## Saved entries
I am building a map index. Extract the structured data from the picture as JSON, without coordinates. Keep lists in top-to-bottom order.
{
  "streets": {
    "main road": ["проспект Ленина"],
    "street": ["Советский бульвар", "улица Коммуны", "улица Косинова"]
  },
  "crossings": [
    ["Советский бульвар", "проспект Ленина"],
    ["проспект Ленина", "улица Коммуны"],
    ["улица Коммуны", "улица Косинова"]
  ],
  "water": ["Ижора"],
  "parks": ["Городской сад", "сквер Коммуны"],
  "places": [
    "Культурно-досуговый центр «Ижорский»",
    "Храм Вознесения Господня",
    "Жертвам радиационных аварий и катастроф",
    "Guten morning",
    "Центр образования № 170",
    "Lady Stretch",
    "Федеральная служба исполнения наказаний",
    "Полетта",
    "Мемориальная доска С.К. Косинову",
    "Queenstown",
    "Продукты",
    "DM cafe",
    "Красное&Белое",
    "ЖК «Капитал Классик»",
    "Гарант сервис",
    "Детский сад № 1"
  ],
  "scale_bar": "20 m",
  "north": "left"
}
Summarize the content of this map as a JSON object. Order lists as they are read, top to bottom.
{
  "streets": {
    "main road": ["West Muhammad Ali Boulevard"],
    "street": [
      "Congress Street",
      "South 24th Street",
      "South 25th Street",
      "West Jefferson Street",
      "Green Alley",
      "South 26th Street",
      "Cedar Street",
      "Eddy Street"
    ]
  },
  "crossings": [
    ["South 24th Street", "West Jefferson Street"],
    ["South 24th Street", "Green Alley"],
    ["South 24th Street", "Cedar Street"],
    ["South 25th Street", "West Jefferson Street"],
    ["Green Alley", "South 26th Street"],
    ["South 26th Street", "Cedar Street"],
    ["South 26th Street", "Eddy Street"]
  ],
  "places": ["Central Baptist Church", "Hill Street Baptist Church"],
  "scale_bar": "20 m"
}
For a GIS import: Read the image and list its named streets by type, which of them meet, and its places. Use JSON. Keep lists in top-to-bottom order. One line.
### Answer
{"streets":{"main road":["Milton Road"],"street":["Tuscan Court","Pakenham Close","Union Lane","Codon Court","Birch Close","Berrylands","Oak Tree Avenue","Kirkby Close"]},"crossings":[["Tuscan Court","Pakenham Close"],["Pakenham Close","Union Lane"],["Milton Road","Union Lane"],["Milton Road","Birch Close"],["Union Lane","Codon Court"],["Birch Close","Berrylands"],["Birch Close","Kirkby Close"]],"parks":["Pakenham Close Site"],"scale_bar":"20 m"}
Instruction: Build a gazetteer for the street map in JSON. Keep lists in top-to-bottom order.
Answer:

## Activity
Set the entries above down again, each one exactly as written.

## Expected output
I am building a map index. Extract the structured data from the picture as JSON, without coordinates. Keep lists in top-to-bottom order.
{
  "streets": {
    "main road": ["проспект Ленина"],
    "street": ["Советский бульвар", "улица Коммуны", "улица Косинова"]
  },
  "crossings": [
    ["Советский бульвар", "проспект Ленина"],
    ["проспект Ленина", "улица Коммуны"],
    ["улица Коммуны", "улица Косинова"]
  ],
  "water": ["Ижора"],
  "parks": ["Городской сад", "сквер Коммуны"],
  "places": [
    "Культурно-досуговый центр «Ижорский»",
    "Храм Вознесения Господня",
    "Жертвам радиационных аварий и катастроф",
    "Guten morning",
    "Центр образования № 170",
    "Lady Stretch",
    "Федеральная служба исполнения наказаний",
    "Полетта",
    "Мемориальная доска С.К. Косинову",
    "Queenstown",
    "Продукты",
    "DM cafe",
    "Красное&Белое",
    "ЖК «Капитал Классик»",
    "Гарант сервис",
    "Детский сад № 1"
  ],
  "scale_bar": "20 m",
  "north": "left"
}
Summarize the content of this map as a JSON object. Order lists as they are read, top to bottom.
{
  "streets": {
    "main road": ["West Muhammad Ali Boulevard"],
    "street": [
      "Congress Street",
      "South 24th Street",
      "South 25th Street",
      "West Jefferson Street",
      "Green Alley",
      "South 26th Street",
      "Cedar Street",
      "Eddy Street"
    ]
  },
  "crossings": [
    ["South 24th Street", "West Jefferson Street"],
    ["South 24th Street", "Green Alley"],
    ["South 24th Street", "Cedar Street"],
    ["South 25th Street", "West Jefferson Street"],
    ["Green Alley", "South 26th Street"],
    ["South 26th Street", "Cedar Street"],
    ["South 26th Street", "Eddy Street"]
  ],
  "places": ["Central Baptist Church", "Hill Street Baptist Church"],
  "scale_bar": "20 m"
}
For a GIS import: Read the image and list its named streets by type, which of them meet, and its places. Use JSON. Keep lists in top-to-bottom order. One line.
### Answer
{"streets":{"main road":["Milton Road"],"street":["Tuscan Court","Pakenham Close","Union Lane","Codon Court","Birch Close","Berrylands","Oak Tree Avenue","Kirkby Close"]},"crossings":[["Tuscan Court","Pakenham Close"],["Pakenham Close","Union Lane"],["Milton Road","Union Lane"],["Milton Road","Birch Close"],["Union Lane","Codon Court"],["Birch Close","Berrylands"],["Birch Close","Kirkby Close"]],"parks":["Pakenham Close Site"],"scale_bar":"20 m"}
Instruction: Build a gazetteer for the street map in JSON. Keep lists in top-to-bottom order.
Answer:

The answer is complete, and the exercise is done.